# WORK REQUIRED
What appears in the data must be reproduced exactly.

EXERCISE MATERIALS section start

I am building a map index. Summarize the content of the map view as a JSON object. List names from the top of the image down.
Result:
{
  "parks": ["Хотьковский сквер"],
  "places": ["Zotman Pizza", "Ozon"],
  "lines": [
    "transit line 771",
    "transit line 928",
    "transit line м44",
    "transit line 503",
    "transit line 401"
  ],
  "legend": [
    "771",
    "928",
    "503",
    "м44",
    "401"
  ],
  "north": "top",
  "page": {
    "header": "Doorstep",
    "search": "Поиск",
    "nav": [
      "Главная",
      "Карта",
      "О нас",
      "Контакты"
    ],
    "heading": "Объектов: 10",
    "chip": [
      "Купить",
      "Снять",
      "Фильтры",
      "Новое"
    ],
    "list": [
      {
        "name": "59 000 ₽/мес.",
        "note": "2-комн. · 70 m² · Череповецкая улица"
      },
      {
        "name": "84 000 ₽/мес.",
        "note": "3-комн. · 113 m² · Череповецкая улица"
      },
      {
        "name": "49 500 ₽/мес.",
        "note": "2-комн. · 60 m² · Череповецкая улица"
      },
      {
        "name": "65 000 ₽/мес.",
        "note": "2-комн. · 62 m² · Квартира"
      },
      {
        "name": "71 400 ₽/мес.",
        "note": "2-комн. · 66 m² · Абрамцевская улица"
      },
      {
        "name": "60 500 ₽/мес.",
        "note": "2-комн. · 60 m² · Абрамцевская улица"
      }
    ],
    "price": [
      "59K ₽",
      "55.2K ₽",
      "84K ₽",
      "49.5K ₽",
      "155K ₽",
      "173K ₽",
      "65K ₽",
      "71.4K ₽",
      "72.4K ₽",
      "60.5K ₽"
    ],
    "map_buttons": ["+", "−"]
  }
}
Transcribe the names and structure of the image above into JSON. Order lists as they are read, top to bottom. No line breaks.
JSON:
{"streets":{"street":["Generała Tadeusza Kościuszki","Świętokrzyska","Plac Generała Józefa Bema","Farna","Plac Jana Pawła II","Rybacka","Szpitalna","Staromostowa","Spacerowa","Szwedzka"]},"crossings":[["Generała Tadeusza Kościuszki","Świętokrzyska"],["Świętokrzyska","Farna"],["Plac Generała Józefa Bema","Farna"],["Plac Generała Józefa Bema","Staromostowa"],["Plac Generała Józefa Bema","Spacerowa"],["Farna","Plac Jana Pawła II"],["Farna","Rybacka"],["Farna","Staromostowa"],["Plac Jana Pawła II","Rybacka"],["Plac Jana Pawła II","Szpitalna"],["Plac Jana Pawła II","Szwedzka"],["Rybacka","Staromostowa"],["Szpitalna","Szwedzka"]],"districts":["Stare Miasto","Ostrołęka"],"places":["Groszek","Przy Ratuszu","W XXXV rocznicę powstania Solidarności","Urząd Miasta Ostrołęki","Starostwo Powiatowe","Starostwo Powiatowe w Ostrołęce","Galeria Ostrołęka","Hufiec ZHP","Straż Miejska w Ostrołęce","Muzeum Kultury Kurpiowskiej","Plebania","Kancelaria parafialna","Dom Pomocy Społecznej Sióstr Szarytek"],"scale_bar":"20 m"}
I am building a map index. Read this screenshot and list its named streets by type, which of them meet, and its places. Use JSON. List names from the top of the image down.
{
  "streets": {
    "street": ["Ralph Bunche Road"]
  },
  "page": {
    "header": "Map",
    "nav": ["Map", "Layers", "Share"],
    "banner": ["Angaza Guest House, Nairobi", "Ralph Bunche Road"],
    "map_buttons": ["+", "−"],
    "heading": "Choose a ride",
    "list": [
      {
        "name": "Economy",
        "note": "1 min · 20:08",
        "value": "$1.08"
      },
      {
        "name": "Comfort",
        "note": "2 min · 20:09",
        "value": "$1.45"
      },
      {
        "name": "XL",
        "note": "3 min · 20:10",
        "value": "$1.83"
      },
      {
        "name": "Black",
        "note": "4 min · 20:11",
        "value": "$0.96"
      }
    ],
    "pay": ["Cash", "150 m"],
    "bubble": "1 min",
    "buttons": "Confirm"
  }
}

EXERCISE MATERIALS section end

# OUTPUT FOR THIS EXERCISE
I am building a map index. Summarize the content of the map view as a JSON object. List names from the top of the image down.
Result:
{
  "parks": ["Хотьковский сквер"],
  "places": ["Zotman Pizza", "Ozon"],
  "lines": [
    "transit line 771",
    "transit line 928",
    "transit line м44",
    "transit line 503",
    "transit line 401"
  ],
  "legend": [
    "771",
    "928",
    "503",
    "м44",
    "401"
  ],
  "north": "top",
  "page": {
    "header": "Doorstep",
    "search": "Поиск",
    "nav": [
      "Главная",
      "Карта",
      "О нас",
      "Контакты"
    ],
    "heading": "Объектов: 10",
    "chip": [
      "Купить",
      "Снять",
      "Фильтры",
      "Новое"
    ],
    "list": [
      {
        "name": "59 000 ₽/мес.",
        "note": "2-комн. · 70 m² · Череповецкая улица"
      },
      {
        "name": "84 000 ₽/мес.",
        "note": "3-комн. · 113 m² · Череповецкая улица"
      },
      {
        "name": "49 500 ₽/мес.",
        "note": "2-комн. · 60 m² · Череповецкая улица"
      },
      {
        "name": "65 000 ₽/мес.",
        "note": "2-комн. · 62 m² · Квартира"
      },
      {
        "name": "71 400 ₽/мес.",
        "note": "2-комн. · 66 m² · Абрамцевская улица"
      },
      {
        "name": "60 500 ₽/мес.",
        "note": "2-комн. · 60 m² · Абрамцевская улица"
      }
    ],
    "price": [
      "59K ₽",
      "55.2K ₽",
      "84K ₽",
      "49.5K ₽",
      "155K ₽",
      "173K ₽",
      "65K ₽",
      "71.4K ₽",
      "72.4K ₽",
      "60.5K ₽"
    ],
    "map_buttons": ["+", "−"]
  }
}
Transcribe the names and structure of the image above into JSON. Order lists as they are read, top to bottom. No line breaks.
JSON:
{"streets":{"street":["Generała Tadeusza Kościuszki","Świętokrzyska","Plac Generała Józefa Bema","Farna","Plac Jana Pawła II","Rybacka","Szpitalna","Staromostowa","Spacerowa","Szwedzka"]},"crossings":[["Generała Tadeusza Kościuszki","Świętokrzyska"],["Świętokrzyska","Farna"],["Plac Generała Józefa Bema","Farna"],["Plac Generała Józefa Bema","Staromostowa"],["Plac Generała Józefa Bema","Spacerowa"],["Farna","Plac Jana Pawła II"],["Farna","Rybacka"],["Farna","Staromostowa"],["Plac Jana Pawła II","Rybacka"],["Plac Jana Pawła II","Szpitalna"],["Plac Jana Pawła II","Szwedzka"],["Rybacka","Staromostowa"],["Szpitalna","Szwedzka"]],"districts":["Stare Miasto","Ostrołęka"],"places":["Groszek","Przy Ratuszu","W XXXV rocznicę powstania Solidarności","Urząd Miasta Ostrołęki","Starostwo Powiatowe","Starostwo Powiatowe w Ostrołęce","Galeria Ostrołęka","Hufiec ZHP","Straż Miejska w Ostrołęce","Muzeum Kultury Kurpiowskiej","Plebania","Kancelaria parafialna","Dom Pomocy Społecznej Sióstr Szarytek"],"scale_bar":"20 m"}
I am building a map index. Read this screenshot and list its named streets by type, which of them meet, and its places. Use JSON. List names from the top of the image down.
{
  "streets": {
    "street": ["Ralph Bunche Road"]
  },
  "page": {
    "header": "Map",
    "nav": ["Map", "Layers", "Share"],
    "banner": ["Angaza Guest House, Nairobi", "Ralph Bunche Road"],
    "map_buttons": ["+", "−"],
    "heading": "Choose a ride",
    "list": [
      {
        "name": "Economy",
        "note": "1 min · 20:08",
        "value": "$1.08"
      },
      {
        "name": "Comfort",
        "note": "2 min · 20:09",
        "value": "$1.45"
      },
      {
        "name": "XL",
        "note": "3 min · 20:10",
        "value": "$1.83"
      },
      {
        "name": "Black",
        "note": "4 min · 20:11",
        "value": "$0.96"
      }
    ],
    "pay": ["Cash", "150 m"],
    "bubble": "1 min",
    "buttons": "Confirm"
  }
}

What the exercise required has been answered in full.